Find the string "position" in the records. Copy every line it appears in.

== Segment start ==

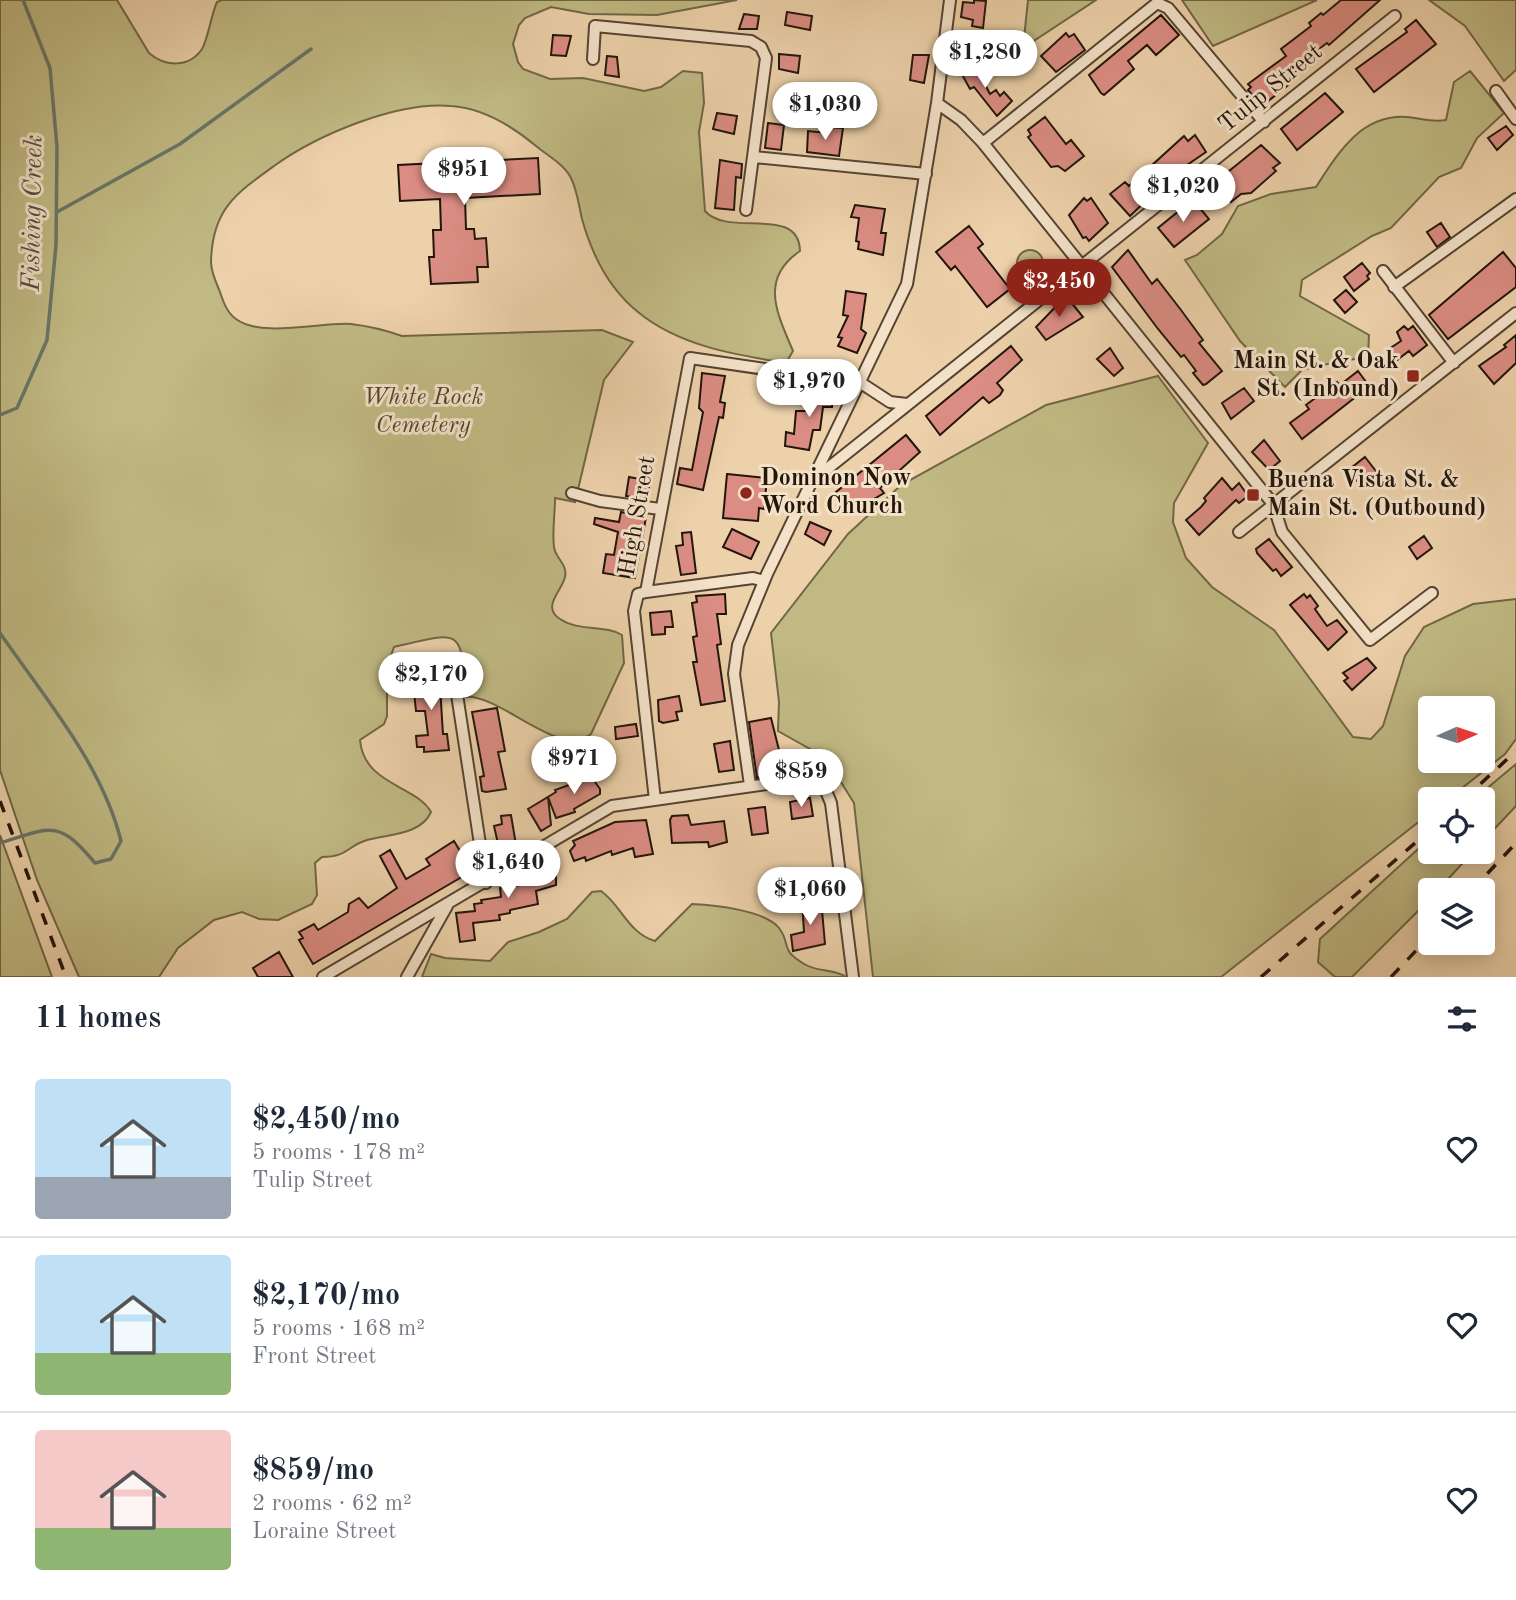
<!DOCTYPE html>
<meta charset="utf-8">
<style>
body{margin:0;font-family:"Old Standard TT",serif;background:#f2f2f3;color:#1f2937;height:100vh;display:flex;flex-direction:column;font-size:26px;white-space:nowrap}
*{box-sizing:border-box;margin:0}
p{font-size:23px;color:#747a83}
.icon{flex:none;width:38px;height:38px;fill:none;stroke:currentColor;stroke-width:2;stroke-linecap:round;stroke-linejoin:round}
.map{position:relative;height:977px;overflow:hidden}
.panel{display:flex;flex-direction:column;background:#fff;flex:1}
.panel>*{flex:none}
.needle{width:46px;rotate:87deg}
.fabs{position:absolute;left:1418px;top:696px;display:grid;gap:14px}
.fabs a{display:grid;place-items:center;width:77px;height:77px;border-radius:7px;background:#fff;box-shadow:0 4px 18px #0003;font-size:35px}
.price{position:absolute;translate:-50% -60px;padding:0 16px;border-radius:24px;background:#fff;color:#222;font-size:23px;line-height:46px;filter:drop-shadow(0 2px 4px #0008)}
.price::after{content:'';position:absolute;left:50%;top:42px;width:21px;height:16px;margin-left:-10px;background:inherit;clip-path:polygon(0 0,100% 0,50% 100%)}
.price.active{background:#8f2418;color:#fff}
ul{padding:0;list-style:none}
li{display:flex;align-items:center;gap:21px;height:175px;padding:0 35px}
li+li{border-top:2px solid #e0e1e3}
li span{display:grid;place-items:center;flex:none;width:196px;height:140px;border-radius:7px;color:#555}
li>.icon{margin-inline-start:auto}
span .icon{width:84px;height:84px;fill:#fffc;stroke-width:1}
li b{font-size:30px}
h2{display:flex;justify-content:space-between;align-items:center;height:84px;padding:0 35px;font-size:30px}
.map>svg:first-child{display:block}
.green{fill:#c0b983;stroke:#716746;stroke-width:2;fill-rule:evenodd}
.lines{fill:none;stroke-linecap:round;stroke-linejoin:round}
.stream{stroke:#697668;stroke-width:3.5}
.building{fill:#db8d83;stroke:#22150a;stroke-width:2}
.minor-casing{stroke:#554432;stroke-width:14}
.minor{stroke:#f3e1c8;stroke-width:10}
.rail{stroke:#22150a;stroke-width:3.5;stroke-dasharray:12 12;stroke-linecap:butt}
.poi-dot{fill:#8f2418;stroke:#f3e1c8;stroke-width:2.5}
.labels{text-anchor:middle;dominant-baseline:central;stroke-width:6;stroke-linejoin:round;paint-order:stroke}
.street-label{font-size:24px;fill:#22150a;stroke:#f3e1c8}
.poi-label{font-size:24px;font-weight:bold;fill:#22150a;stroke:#f3e1c8;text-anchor:start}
.park-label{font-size:24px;font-style:italic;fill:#51462e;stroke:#f3e1c8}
.water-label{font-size:26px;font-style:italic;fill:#4c4e41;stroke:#f3e1c8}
</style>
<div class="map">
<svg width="1516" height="977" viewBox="0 0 1516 977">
<rect width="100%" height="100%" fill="#edd1aa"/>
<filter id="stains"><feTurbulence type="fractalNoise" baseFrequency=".00286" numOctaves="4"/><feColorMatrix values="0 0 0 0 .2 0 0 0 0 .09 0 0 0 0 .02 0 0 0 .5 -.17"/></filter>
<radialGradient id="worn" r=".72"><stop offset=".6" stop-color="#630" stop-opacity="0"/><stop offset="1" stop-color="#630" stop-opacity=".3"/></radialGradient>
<!-- green -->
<path class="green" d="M0 0H117L149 53C165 67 189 68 202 49 208 39 211 15 217 2L222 0H737L657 15 589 14 551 7 525 18 519 25 513 44 518 62 523 69 550 79 583 78 644 91 661 87 683 71 702 73 704 103 699 132 705 211C728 238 799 204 800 251 759 279 777 313 793 351L786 363C736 355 679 346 638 312 608 288 592 255 582 219 579 206 577 190 571 178 565 165 547 155 536 146 512 126 483 108 451 106 397 101 317 135 274 166 235 194 212 210 211 262 211 272 216 282 220 292 223 301 227 313 236 319 261 338 320 322 351 324 368 326 385 330 402 336L602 330 633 342 604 380 575 502 555 498C555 514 552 532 554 547 555 558 568 564 565 577 562 591 541 607 560 619 579 632 603 624 622 635L624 663 591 734C558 760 501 693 464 697 463 627 461 631 394 647L387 667V716L384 724 360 740C364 785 416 785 431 812 421 835 389 834 367 840 347 846 348 857 322 857L315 863 317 895 312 904 278 920 259 919 242 912 214 920 178 948 159 977H79L37 880 0 770Z
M1028 0H1096L1023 48Z
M1182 0H1317L1213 46Z
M1429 0H1516V70L1504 81 1465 26Z
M1470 71 1504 113 1477 138 1461 168 1439 177 1391 228 1372 236 1302 280 1300 296 1369 335 1368 358 1345 360 1302 370 1285 387 1240 341 1185 260 1197 255 1222 234 1238 206 1271 194 1316 187C1338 153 1361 114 1407 117 1421 118 1431 123 1446 120L1454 82Z
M1017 263a13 13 0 1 1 26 0a13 13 0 1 1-26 0Z
M1158 376 1208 443 1174 503 1173 522 1186 558 1212 587 1274 630 1353 737 1371 739 1383 726 1405 656 1424 627 1473 604 1516 599V739L1505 754 1447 800H1430V813L1221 977H873L854 803 826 758 778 731 779 702 771 633 848 534 901 485 1046 405ZM1430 709H1482V761H1430Z
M1516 764V806L1482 842V800H1473Z
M0 835 52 977H0Z
M1430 838V852H1473L1437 891H1430V899L1352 977H1335L1318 962 1320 939Z
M601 891C622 906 628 933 655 941L692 904C713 905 765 910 779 928 792 945 778 949 806 965 818 972 837 969 846 977H422L431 954 445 958 490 961 508 942 539 932 567 919 592 892Z"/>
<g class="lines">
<!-- stream -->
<path class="stream" d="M57 212 180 144 311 49
M0 415 17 408 47 340 56 245 57 147 50 68 23 0
M0 633C44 697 102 764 121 841L111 859 95 863C58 819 52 827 0 843"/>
</g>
<!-- building -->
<path class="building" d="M974 0 986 1 983 28 972 26 973 20 961 17 963 2 974 3Z
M1341 0H1380L1329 45 1327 43 1307 58 1309 61 1289 77 1292 82 1262 106 1248 90 1251 87 1248 84 1286 56 1281 49 1311 26 1309 23 1321 13 1323 15Z
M787 12 812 16 810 30 785 25Z
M744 14 759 16 757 29H739Z
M1161 15 1179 35 1156 55 1147 45 1128 61 1134 69 1104 95 1101 93 1089 75Z
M1416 20 1436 44 1374 92 1356 69 1407 32 1405 29Z
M1066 33 1069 37 1074 34 1085 50 1056 72 1041 56Z
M553 35 571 36 566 56 551 55Z
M779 54 800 56 798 73 779 69Z
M913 55H929L924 83 910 80Z
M607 56 617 57 619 77 605 75Z
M974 63 990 94 996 90 1000 96 1004 92 1012 101 997 116 974 87 970 89 960 71Z
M1325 93 1343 112 1297 150 1281 129Z
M717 113 737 116 734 134 713 129Z
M1045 117 1066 144 1071 140 1084 156 1065 171 1058 166 1051 167 1028 137 1031 135 1028 130Z
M768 123 784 125 781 150 765 148Z
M1506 126 1513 135 1497 150 1488 138Z
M829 127 843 128 839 156 807 152 808 131 828 133Z
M1195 135 1206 152 1174 174 1130 216 1110 194 1125 182 1129 186 1184 136 1188 141Z
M1261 145 1280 163 1273 168 1276 171 1251 193 1241 194 1231 202 1228 198 1225 200 1219 193 1223 190 1218 180Z
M538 158 540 194 465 198 466 229H474L475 239 486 238 488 267H477L478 282 431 284 429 257H434L433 230H441L440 199 400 201 398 165Z
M720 160 742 164 741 178 736 177 734 210 715 208Z
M1084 198 1087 201 1091 198 1108 223 1089 241 1086 237 1083 238 1069 215Z
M1190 202 1196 209 1199 207 1209 219 1174 247 1158 228Z
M855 205 885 209 881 233H886L883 255 858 249 859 242 856 241 859 218 851 217Z
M1441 223 1450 237 1437 247 1427 232Z
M969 226 983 244 978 248 1010 289 987 307 955 266 951 270 936 252Z
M1128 250 1152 284 1157 279 1181 310 1203 340 1199 343 1222 371 1206 384 1203 385 1193 373 1196 371 1184 355 1181 357 1158 329 1112 267Z
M1503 252 1516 268V287L1448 339 1429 315Z
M1362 263 1370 273 1367 276 1369 279 1354 291 1344 277Z
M1346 290 1357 302 1345 313 1334 300Z
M846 291 866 294 861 329 866 333 857 353 838 346 842 338 838 337 848 316 843 315Z
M1066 296 1083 317 1046 340 1036 327Z
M1404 326 1408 330 1413 326 1427 345 1413 356 1409 351 1397 360 1389 349 1401 341 1397 332Z
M1516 335V363L1494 384 1479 366 1506 347 1504 345Z
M1011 346 1022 360 997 383 1003 390 1000 395 989 403 983 397 940 435 926 416Z
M1110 348 1123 368 1114 376 1097 359Z
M1358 371 1372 390 1362 398 1357 396 1302 439 1290 423 1309 409 1306 405 1337 382 1340 385Z
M702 373 725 376 720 402 725 403 723 418 719 417 703 490 677 484 680 468 692 470 703 412 699 408Z
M808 388 833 391 832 407H823L820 430H813L809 450 785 446 786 432 794 434 796 411H806Z
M1244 388 1254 401 1231 419 1222 403Z
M906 435 920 452 880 488 884 493 851 513 836 492Z
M1264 440 1280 461 1269 470 1252 452Z
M1365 457 1379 475 1368 483 1364 479 1359 483 1351 474 1354 472 1351 468Z
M727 474 767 478 764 509 759 508 758 521 723 518Z
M629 477 650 481 647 499 626 496Z
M1222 478 1232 490 1239 483 1248 496 1239 503 1236 500 1199 535 1186 520 1201 507 1206 501 1204 498Z
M621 512 646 517 635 578 603 573 606 554 614 555 618 532 594 524 595 518 619 522Z
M810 522 831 531 824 545 805 534Z
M732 529 759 542 751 559 723 547Z
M691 532 696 573 681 575 676 546 683 545 682 533Z
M1424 536 1432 548 1417 559 1409 547Z
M1269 539 1292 567 1281 576 1276 569 1273 571 1257 553 1256 549Z
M725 594 726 614H717L721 644 717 645 725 701 701 705 693 662H697L693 637 697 636 692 603 697 602 696 596Z
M1304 594 1307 598 1310 595 1318 606 1315 609 1327 626 1337 620 1347 632 1328 650 1290 605Z
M671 611 673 627H665V634L652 635 650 613Z
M1367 658 1376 668 1352 690 1344 681 1348 678 1343 673Z
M439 671 443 734H447L449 750 424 752V747H417L416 736 428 735 425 711H416L413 682 417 681 418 673Z
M679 696 682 711 676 712 678 720 663 723 659 721 658 700Z
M497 708 505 751 498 752 506 789 486 792 482 791 480 777 484 776 472 712Z
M771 718 781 758 792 756 794 772 757 778 749 722Z
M636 724 638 736 616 739 615 727Z
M730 741 734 770 719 772 714 744Z
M588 772 600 789V794L574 809 575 812 556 818 548 797 556 792 555 790 580 781 578 778Z
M548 797 551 825 541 831 528 809Z
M810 798 813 816 792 819 790 802Z
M765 807 768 833 752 835 748 809Z
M511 815 516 845 499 848 494 826 502 824 501 816Z
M688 815 691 825 724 821 727 842 709 847 708 842 672 843 670 820 672 816Z
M646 820 653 854 635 857 633 848 612 855 611 851 586 861 585 857 574 861 570 851 575 845 573 841 615 822Z
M454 841 472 871 313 964 299 940 303 938 299 932 314 924 318 930 348 912 349 904 359 898 368 908 397 888 380 856 390 850 406 879 430 865 426 859Z
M556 860V885L536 891 538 904 510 910V913L499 915 500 920 473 923 475 940 460 942 456 913 475 911 474 904 482 903 481 900 501 897 500 888 521 885 520 874 536 872 538 863Z
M821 899 825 944 793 951 791 935 804 932 802 901Z
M279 952 293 977H258L253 968Z"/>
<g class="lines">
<!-- minor casing -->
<g class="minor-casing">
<path id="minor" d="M593 59 595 26 751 41 761 47 766 58 746 210
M1496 91 1516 119
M937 103 961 120 983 143 1273 504 1282 532 1370 640 1432 593
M983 143 1157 3 1168 8 1264 122
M754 157 926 174
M1383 271 1454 363
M1394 287 1516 199
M817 477 1395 16
M572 493 600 501 660 509
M1239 532 1516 313
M646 592 753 578 764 581
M452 662 486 883
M750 785 734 674 738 645 767 574 907 284 937 103 950 0
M655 800 634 611 638 594 646 592 690 358 861 383 890 402 907 404
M323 977 612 806 810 778 826 791 831 803 853 977
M407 977 447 906"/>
</g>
<!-- minor -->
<use href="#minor" class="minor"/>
<!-- rail -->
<path class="rail" d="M1463 800 1516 751
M0 801 66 977
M1471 891 1516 843
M1261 977 1430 830
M1391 977 1430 936"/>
</g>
<!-- markers -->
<g class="poi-dot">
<rect x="1406" y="369" width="14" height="14" rx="3.5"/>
<circle cx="746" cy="493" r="7"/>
<rect x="1246" y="488" width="14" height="14" rx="3.5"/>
</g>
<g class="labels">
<!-- street labels -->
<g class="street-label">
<text transform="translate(1271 89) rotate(-39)">Tulip Street</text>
<text transform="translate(638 516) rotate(-80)">High Street</text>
</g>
<!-- poi labels -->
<g class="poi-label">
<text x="1399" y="362" text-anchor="end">Main St. &amp; Oak<tspan x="1399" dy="28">St. (Inbound)</tspan></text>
<text x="760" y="479">Dominon Now<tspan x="760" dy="28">Word Church</tspan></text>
<text x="1267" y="481">Buena Vista St. &amp;<tspan x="1267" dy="28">Main St. (Outbound)</tspan></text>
</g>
<!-- park labels -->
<g class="park-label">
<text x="423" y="398">White Rock<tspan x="423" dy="28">Cemetery</tspan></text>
</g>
<!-- water labels -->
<g class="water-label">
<text transform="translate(33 213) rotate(-89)">Fishing Creek</text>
</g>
</g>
<rect width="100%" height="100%" filter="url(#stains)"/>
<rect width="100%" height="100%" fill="url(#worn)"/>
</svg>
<div class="fabs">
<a><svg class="needle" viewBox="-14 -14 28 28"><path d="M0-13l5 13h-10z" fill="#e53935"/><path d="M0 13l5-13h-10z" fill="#747a83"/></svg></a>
<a><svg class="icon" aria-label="locate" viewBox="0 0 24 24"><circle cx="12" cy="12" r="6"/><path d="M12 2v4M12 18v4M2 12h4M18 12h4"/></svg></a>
<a><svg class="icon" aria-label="layers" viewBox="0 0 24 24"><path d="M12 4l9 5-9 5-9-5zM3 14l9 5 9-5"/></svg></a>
</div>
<b class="price" style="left:985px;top:90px">$1,280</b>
<b class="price" style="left:825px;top:142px">$1,030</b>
<b class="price" style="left:464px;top:207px">$951</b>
<b class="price" style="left:1183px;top:224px">$1,020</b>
<b class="price active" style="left:1059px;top:319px">$2,450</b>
<b class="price" style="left:809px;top:419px">$1,970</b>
<b class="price" style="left:431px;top:712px">$2,170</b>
<b class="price" style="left:574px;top:796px">$971</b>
<b class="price" style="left:801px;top:809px">$859</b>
<b class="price" style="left:508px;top:900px">$1,640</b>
<b class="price" style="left:810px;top:927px">$1,060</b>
</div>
<section class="panel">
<h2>11 homes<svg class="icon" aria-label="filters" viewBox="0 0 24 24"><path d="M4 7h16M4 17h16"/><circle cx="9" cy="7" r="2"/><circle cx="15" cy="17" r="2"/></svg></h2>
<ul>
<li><span style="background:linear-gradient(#bfe0f5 70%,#9aa5b1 0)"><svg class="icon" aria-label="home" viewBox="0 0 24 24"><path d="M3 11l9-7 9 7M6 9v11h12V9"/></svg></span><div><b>$2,450/mo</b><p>5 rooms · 178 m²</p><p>Tulip Street</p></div><svg class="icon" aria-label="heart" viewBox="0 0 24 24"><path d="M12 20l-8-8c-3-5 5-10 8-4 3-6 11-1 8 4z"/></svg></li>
<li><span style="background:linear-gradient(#bfe0f5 70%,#8fb573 0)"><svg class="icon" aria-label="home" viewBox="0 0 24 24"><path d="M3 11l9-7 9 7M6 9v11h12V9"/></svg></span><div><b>$2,170/mo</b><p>5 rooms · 168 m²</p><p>Front Street</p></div><svg class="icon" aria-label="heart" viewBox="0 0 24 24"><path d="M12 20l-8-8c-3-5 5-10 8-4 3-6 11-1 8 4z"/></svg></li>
<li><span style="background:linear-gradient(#f6c9c9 70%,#8fb573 0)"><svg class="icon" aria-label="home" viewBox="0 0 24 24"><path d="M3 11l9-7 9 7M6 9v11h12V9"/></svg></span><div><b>$859/mo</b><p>2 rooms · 62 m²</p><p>Loraine Street</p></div><svg class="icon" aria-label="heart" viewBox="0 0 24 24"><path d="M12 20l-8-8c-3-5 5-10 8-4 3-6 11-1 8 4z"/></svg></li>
</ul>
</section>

== Segment end ==

_ANSWER FOR THIS EXERCISE:_
.map{position:relative;height:977px;overflow:hidden}
.fabs{position:absolute;left:1418px;top:696px;display:grid;gap:14px}
.price{position:absolute;translate:-50% -60px;padding:0 16px;border-radius:24px;background:#fff;color:#222;font-size:23px;line-height:46px;filter:drop-shadow(0 2px 4px #0008)}
.price::after{content:'';position:absolute;left:50%;top:42px;width:21px;height:16px;margin-left:-10px;background:inherit;clip-path:polygon(0 0,100% 0,50% 100%)}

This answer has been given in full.